I have an issue where in our application while writing a python script we use the file data as string only and output as string only. and then that output string we use as a file e.g xml or csv Below is the e.g of an tab delimited .txt file format which will be coming from the customer into our application. H is an header which will come only once and D is line level data which can be repeatative. Below is the specification about what these fields are. How can I convert this data to an csv format or an xml format. I saw lot of examples on stackoverflow but all are about open the file and load the file. Which is not working in my case.

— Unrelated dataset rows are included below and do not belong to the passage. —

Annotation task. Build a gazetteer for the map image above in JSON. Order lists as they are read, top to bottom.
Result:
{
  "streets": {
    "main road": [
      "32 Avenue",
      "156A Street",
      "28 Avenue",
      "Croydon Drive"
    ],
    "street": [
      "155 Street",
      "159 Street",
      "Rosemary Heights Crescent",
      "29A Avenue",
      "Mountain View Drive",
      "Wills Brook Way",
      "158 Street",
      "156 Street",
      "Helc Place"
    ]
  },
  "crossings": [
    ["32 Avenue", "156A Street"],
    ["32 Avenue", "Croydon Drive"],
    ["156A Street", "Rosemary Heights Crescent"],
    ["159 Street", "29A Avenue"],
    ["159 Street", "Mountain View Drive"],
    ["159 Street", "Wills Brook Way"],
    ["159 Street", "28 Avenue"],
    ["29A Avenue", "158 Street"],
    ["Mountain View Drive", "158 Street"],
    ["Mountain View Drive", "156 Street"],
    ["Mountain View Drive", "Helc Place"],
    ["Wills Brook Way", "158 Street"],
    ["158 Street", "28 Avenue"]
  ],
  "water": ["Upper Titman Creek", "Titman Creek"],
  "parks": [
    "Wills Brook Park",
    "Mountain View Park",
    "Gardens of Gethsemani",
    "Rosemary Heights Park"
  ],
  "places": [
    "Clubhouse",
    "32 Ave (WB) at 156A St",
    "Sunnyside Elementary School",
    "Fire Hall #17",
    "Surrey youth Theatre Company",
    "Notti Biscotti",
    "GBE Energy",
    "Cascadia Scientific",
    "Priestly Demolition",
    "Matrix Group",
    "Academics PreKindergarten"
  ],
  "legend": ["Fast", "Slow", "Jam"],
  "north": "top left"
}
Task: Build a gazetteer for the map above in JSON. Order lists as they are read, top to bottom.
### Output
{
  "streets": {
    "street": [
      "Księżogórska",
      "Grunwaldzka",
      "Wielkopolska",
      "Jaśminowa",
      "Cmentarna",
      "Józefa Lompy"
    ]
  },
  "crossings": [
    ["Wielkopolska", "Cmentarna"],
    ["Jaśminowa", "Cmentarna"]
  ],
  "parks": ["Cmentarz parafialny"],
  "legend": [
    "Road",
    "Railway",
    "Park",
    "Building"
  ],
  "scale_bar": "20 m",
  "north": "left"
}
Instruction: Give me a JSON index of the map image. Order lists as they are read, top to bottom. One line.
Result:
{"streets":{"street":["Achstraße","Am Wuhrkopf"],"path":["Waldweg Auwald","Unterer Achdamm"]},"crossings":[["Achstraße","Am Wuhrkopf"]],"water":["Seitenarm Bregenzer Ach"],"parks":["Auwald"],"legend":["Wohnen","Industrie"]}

H CustID CustPO OrderDate UserID EmergencyFlag
D <null> PartNumber Description Quantity
D <null> PartNumber Description Quantity
D <null> PartNumber Description Quantity
Expected Input:
H 1520982 wpg-A10026 2020-11-24 STG N
D 52892 LAMP RED OVAL STOP TAIL TURN 2
D AL919338 ECU MODULE 2S/1M M/H PLC SELECT 1
Expected CSV Output:
H,1520982,wpg-A10026,2020-11-24,STG,N
D,,52892,LAMP RED OVAL STOP TAIL TURN,2
D,,AL919338,ECU MODULE 2S/1M M/H PLC SELECT,1
Expected XML Output:
<?xml version="1.0" encoding="utf-8"?>
<Record>
<Header>
<RecordType>H</RecordType>
<CustID>1520982</CustPO>
<CustPO>wpg-A10026</CustPO>
<OrderDate>2020-11-24</OrderDate>
<UserID>STG</UserID>
<EmergencyFlag>N</EmergencyFlag>
</Header>
<Details>
<RecordType>D</RecordType>
2nd field is null
<PartNumber>52892</PartNumber>
<Description>LAMP RED OVAL STOP TAIL TURN</Description>
<Quantity>2</Quantity>
</Details>
<Details>
<RecordType>D</RecordType>
2nd field is null
<PartNumber>AL919338</PartNumber>
<Description>ECU MODULE 2S/1M M/H PLC SELECT</Description>
<Quantity>1</Quantity>
</Details>
</Record>
The output I got but somewhat wrong. If you see the description field its one entire field but it was replaced with commas. But not the actual tab spaces.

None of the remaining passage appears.